Am Montagnachmittag kam es in der Bremer Innenstadt zu einem Angriff auf eine 30-jährige Transfrau. Nach Angaben der Polizei ereignete sich der Vorfall gegen 14:40 Uhr in der Nähe des Marktplatzes im Stadtteil Altstadt. Die Frau war gemeinsam mit einer weiteren Transfrau auf dem Weg zur Domsheide, als sie von einem unbekannten Mann angegriffen wurde.
Angriff und Beleidigungen in der Innenstadt
Nach bisherigen Erkenntnissen wurden die beiden Frauen kurz vor den Haltestellen Am Markt und Domsheide zunächst homophob beleidigt. Im Anschluss kam der unbekannte Mann näher heran und schlug der 30-Jährigen mit der Faust ins Gesicht. Danach entfernten sich der Täter und ein Begleiter in Richtung Wilhelm-Kaisen-Brücke.

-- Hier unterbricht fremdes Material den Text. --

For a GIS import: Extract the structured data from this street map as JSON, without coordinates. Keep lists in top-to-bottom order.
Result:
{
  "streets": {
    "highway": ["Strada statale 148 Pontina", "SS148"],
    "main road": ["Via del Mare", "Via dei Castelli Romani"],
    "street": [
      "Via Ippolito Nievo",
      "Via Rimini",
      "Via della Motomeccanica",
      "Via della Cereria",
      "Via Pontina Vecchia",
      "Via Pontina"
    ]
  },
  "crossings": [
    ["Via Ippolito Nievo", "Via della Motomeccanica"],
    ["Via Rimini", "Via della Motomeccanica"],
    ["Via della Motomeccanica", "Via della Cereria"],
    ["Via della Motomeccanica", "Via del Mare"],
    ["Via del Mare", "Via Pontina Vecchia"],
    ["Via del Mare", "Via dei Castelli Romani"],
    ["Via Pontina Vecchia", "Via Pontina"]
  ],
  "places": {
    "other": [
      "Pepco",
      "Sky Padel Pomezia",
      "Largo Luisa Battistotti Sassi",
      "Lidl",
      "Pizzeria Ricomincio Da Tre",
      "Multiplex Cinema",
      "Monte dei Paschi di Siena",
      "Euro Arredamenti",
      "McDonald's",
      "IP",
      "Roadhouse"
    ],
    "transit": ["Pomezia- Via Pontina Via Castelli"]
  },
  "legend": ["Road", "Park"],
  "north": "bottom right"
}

Beschreibung des Täters und Begleiters
Die Polizei beschreibt den Haupttäter als etwa 30 Jahre alt, circa 170 Zentimeter groß, mit einem dunklen, längeren Bart. Er trug eine dunkelgrüne Jacke, eine hellblaue Jeanshose und helle Turnschuhe. Zudem hatte er eine schwarze Mütze auf dem Kopf. Auffällig ist, dass der Mann die 30-Jährige auf Türkisch ansprach. Sein Begleiter, der offenbar nicht aktiv an der Tat beteiligt war, wurde ebenfalls gesehen, ist jedoch bislang nicht näher beschrieben.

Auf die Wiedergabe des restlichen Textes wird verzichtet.